O preço da dependência

A decisão do governo do PT de tornar a economia brasileira cada vez mais dependente da argentina está impondo um alto preço justamente para o setor industrial mais privilegiado por Brasília desde 2003: a indústria automobilística. A crise da Argentina fez cair bruscamente as exportações brasileiras de veículos e de componentes e já afeta o nível de emprego em toda a cadeia produtiva de automóveis e de caminhões.
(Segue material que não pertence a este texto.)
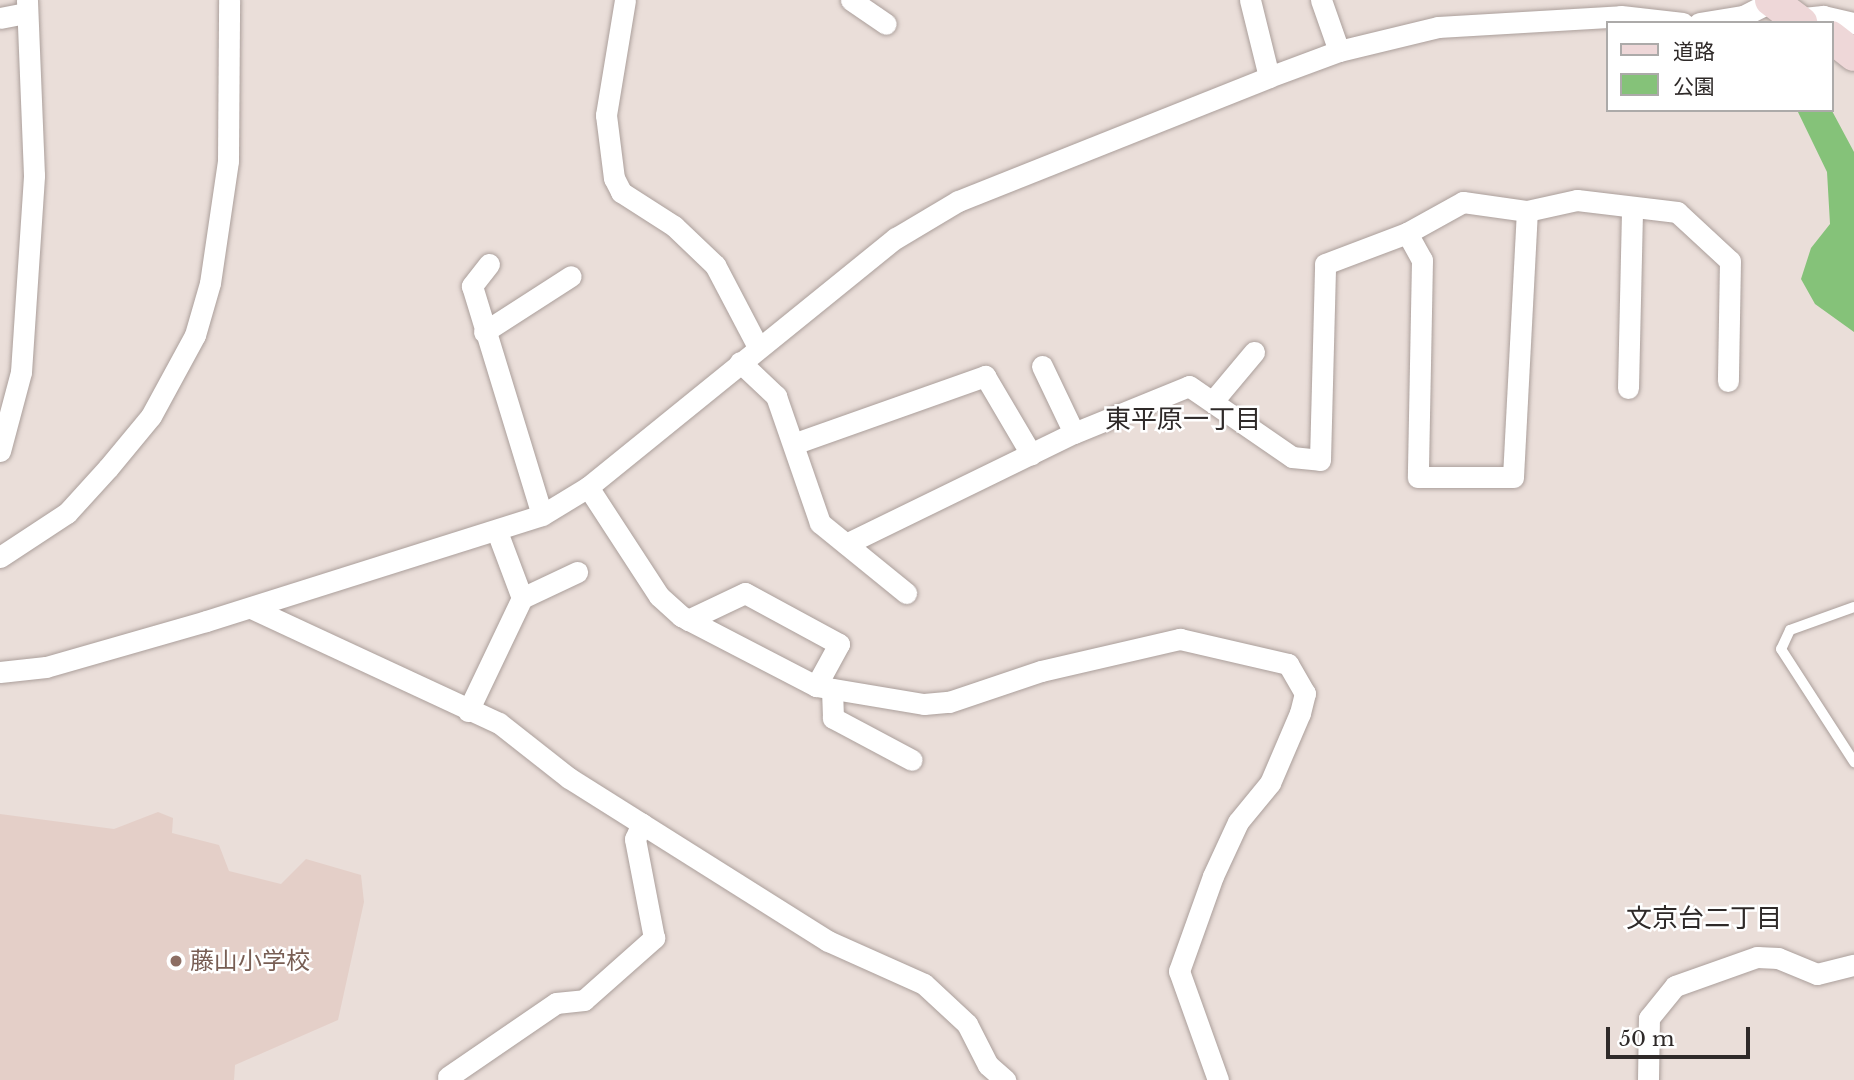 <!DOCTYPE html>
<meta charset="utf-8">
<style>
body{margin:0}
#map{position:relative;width:1854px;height:1080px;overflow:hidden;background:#eaded9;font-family:"Libre Baskerville","Noto Sans JP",serif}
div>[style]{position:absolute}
.built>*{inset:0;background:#e4cfc8}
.green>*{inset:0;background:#85c279}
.roads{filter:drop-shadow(0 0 2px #ab9f9b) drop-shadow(0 0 2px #ab9f9b)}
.lane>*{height:10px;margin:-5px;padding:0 5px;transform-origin:5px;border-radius:5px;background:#fff}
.street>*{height:21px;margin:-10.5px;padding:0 10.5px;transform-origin:10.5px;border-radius:10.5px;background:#fff}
.secondary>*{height:32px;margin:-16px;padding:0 16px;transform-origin:16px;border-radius:16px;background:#eed7d8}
.dots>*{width:19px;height:19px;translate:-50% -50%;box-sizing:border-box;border:4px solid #fff;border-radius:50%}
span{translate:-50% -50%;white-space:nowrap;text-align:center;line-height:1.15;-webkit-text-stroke:5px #fff;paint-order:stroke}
.education-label{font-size:24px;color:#785e54}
.left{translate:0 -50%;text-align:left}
.neighbourhood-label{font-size:26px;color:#2f2a29}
.legend{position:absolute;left:1606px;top:21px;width:228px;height:91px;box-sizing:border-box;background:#fff;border:2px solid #acaaa9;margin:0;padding:9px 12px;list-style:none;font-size:21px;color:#2f2a29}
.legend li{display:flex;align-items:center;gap:14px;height:35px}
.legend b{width:35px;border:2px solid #acaaa9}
.scale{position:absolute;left:1606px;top:1027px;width:144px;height:32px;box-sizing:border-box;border:4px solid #2f2a29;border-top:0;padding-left:9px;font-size:21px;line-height:24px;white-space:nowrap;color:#2f2a29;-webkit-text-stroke:5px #fff;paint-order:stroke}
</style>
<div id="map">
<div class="built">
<div style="clip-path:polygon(158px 812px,173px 818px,172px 833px,219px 845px,229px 871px,281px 884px,306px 859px,361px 875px,364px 902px,338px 1020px,235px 1065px,234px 1080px,0 1080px,0 814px,114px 829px)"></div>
</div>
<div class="green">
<div style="clip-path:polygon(1831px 109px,1854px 152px,1854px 332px,1815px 304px,1801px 279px,1811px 248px,1830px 224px,1827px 172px,1797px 110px)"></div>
</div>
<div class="roads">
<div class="lane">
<div style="left:1854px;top:607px;width:68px;rotate:160.2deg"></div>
<div style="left:1790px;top:630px;width:21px;rotate:115deg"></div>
<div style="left:1781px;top:649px;width:135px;rotate:57.1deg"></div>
</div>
<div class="street">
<div style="left:625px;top:0;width:117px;rotate:99.4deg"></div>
<div style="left:606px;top:115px;width:64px;rotate:82.8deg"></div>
<div style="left:614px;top:178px;width:16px;rotate:63deg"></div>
<div style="left:621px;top:192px;width:63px;rotate:32.7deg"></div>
<div style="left:674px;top:226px;width:57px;rotate:43.6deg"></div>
<div style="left:715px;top:265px;width:93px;rotate:62.3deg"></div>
<div style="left:851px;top:0;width:42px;rotate:34.4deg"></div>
<div style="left:1250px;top:0;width:79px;rotate:76.1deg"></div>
<div style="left:1321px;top:0;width:54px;rotate:70.6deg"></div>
<div style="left:0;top:18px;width:26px;rotate:-11deg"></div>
<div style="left:1793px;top:19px;width:30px;rotate:-6deg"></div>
<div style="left:1823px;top:16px;width:32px;rotate:13deg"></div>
<div style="left:1699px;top:23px;width:45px;rotate:-9deg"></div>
<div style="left:1743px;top:16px;width:29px;rotate:-27deg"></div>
<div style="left:1407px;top:233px;width:64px;rotate:-29deg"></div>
<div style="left:1463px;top:202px;width:65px;rotate:8deg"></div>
<div style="left:489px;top:264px;width:28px;rotate:128deg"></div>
<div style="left:472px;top:286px;width:239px;rotate:73deg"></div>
<div style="left:484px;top:332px;width:103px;rotate:-32.8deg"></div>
<div style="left:740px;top:362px;width:50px;rotate:43.4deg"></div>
<div style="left:776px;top:396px;width:134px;rotate:70.9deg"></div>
<div style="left:820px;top:523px;width:111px;rotate:39.1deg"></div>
<div style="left:1042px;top:366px;width:74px;rotate:64.5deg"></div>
<div style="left:1628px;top:388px;width:181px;rotate:-88.7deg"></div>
<div style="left:1213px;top:401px;width:64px;rotate:-50.1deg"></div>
<div style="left:796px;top:443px;width:201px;rotate:-19.5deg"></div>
<div style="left:985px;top:376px;width:91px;rotate:59.5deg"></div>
<div style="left:0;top:451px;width:82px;rotate:-75.1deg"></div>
<div style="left:21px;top:372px;width:197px;rotate:-86.2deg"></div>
<div style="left:34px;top:175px;width:175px;rotate:-92.3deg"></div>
<div style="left:588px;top:487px;width:130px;rotate:56.9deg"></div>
<div style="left:659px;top:596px;width:30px;rotate:42deg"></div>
<div style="left:681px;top:616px;width:152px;rotate:27.4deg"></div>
<div style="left:816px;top:686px;width:109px;rotate:9.5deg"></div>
<div style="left:924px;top:704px;width:25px;rotate:-5deg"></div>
<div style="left:949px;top:702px;width:97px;rotate:-18.6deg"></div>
<div style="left:1041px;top:671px;width:143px;rotate:-13deg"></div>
<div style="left:1180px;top:639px;width:111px;rotate:13deg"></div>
<div style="left:1288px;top:664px;width:34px;rotate:60deg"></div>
<div style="left:1305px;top:693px;width:21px;rotate:104deg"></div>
<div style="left:1300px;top:713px;width:76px;rotate:113.2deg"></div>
<div style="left:1270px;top:783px;width:50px;rotate:129.4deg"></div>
<div style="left:1238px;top:822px;width:60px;rotate:114.8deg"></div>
<div style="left:1213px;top:876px;width:101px;rotate:109.7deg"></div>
<div style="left:1179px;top:971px;width:116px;rotate:70.3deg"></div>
<div style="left:846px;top:544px;width:254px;rotate:-26deg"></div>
<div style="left:1074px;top:433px;width:124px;rotate:-22.2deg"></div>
<div style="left:1189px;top:386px;width:125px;rotate:34.6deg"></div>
<div style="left:1292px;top:457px;width:28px;rotate:6deg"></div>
<div style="left:1320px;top:460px;width:196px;rotate:-88.5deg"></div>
<div style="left:1325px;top:264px;width:88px;rotate:-20.7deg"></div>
<div style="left:1407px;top:233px;width:31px;rotate:61deg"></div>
<div style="left:1422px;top:260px;width:217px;rotate:91.1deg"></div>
<div style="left:1418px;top:477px;width:95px"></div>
<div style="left:1513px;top:477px;width:266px;rotate:-87deg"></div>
<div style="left:1527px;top:211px;width:51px;rotate:-12.4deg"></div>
<div style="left:1577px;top:200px;width:101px;rotate:6.8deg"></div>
<div style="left:1677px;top:212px;width:72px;rotate:42.8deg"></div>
<div style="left:1730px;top:261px;width:120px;rotate:91deg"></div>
<div style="left:0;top:557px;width:80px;rotate:-33.3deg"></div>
<div style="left:67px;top:513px;width:61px;rotate:-47.7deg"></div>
<div style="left:108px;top:468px;width:67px;rotate:-50.4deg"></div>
<div style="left:151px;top:416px;width:92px;rotate:-61.5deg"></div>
<div style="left:195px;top:335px;width:54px;rotate:-73.9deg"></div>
<div style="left:210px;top:283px;width:123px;rotate:-81.6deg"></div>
<div style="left:228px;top:161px;width:161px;rotate:-89.6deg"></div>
<div style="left:522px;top:598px;width:61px;rotate:-25.3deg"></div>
<div style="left:251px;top:608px;width:273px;rotate:24.9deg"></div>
<div style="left:499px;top:723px;width:89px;rotate:38.2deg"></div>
<div style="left:569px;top:778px;width:306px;rotate:32.2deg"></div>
<div style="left:828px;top:941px;width:105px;rotate:24.1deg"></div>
<div style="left:924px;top:984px;width:59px;rotate:42.9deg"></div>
<div style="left:967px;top:1024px;width:46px;rotate:62.9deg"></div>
<div style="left:988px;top:1065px;width:23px;rotate:41deg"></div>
<div style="left:688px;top:620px;width:63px;rotate:-25.3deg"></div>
<div style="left:745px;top:593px;width:107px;rotate:28.5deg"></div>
<div style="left:839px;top:644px;width:48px;rotate:118.7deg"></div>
<div style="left:0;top:672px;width:46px;rotate:-6.2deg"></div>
<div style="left:46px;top:667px;width:166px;rotate:-16deg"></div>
<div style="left:206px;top:621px;width:352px;rotate:-17.5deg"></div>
<div style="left:542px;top:515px;width:54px;rotate:-31.3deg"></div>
<div style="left:588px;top:487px;width:396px;rotate:-39deg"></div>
<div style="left:896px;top:238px;width:72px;rotate:-30.8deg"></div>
<div style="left:958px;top:201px;width:335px;rotate:-21.7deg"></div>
<div style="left:1269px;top:77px;width:75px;rotate:-20.4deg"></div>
<div style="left:1339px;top:51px;width:102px;rotate:-13.6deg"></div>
<div style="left:1438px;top:27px;width:183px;rotate:-3.4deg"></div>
<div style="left:1621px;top:16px;width:62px;rotate:6.4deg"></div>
<div style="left:832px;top:689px;width:29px;rotate:88deg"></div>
<div style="left:833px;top:718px;width:89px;rotate:28deg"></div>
<div style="left:468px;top:711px;width:125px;rotate:-64.5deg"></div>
<div style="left:522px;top:598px;width:68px;rotate:-110.6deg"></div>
<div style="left:448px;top:1077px;width:131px;rotate:-34.4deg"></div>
<div style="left:556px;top:1003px;width:28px;rotate:-6deg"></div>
<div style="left:584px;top:1000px;width:94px;rotate:-41.5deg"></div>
<div style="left:654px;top:938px;width:101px;rotate:-100.9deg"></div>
<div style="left:635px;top:839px;width:17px;rotate:-66deg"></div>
<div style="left:1648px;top:1080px;width:62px;rotate:-89.1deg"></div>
<div style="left:1649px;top:1018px;width:41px;rotate:-50.9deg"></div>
<div style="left:1675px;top:986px;width:87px;rotate:-19.5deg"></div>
<div style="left:1757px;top:957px;width:21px;rotate:3deg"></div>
<div style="left:1778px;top:958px;width:42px;rotate:22.3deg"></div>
<div style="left:1817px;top:974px;width:38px;rotate:-14deg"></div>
</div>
<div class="secondary">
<div style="left:1771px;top:0;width:38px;rotate:37deg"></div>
<div style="left:1831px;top:37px;width:29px;rotate:38deg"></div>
</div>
</div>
<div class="dots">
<div style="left:176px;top:961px;background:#8d6e63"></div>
</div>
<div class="education-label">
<span class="left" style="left:190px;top:961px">藤山小学校</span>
</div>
<div class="neighbourhood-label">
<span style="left:1183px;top:420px">東平原一丁目</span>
<span style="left:1704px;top:919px">文京台二丁目</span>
</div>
<ul class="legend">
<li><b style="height:9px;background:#eed7d8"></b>道路</li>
<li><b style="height:19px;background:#85c279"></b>公園</li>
</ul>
<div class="scale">50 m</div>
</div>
Por ironia, este é o setor em que, há mais de 30 anos, as lutas sindicais propiciaram o surgimento do PT e de algumas de suas maiores lideranças e, por essa razão, tem merecido atenção especial das administrações petistas.

O Estado de S.Paulo

21 Outubro 2014 | 02h05

A indústria automobilística, como os demais segmentos industriais, está sendo mais afetada pela crise da economia brasileira do que outros setores. Nos nove primeiros meses deste ano, foram produzidos 481,5 mil veículos menos do que no período janeiro-setembro de 2013. O nível de emprego nas montadoras registrou sete quedas seguidas nos últimos meses e está no ponto mais baixo desde 2012. O desemprego seria maior e os problemas para os trabalhadores ainda mais dramáticos se as empresas nãos estivessem adotando medidas como suspensão temporária de contratos, férias coletivas e programas de demissão voluntária, enquanto aguardam a redução dos estoques acumulados nos seus pátios e nas concessionárias.

Se o governo petista não tivesse escolhido a Argentina - cujo governo é chefiado pela família Kirchner desde 2003, ano em que o PT assumiu o poder em Brasília - como parceira preferencial, os problemas da indústria automobilística não seriam tão graves como são. Como mostrou reportagem de Cleide Silva publicada no Estado (15/10), da quebra de produção registrada até agora, um terço se deve à redução das exportações para a Argentina.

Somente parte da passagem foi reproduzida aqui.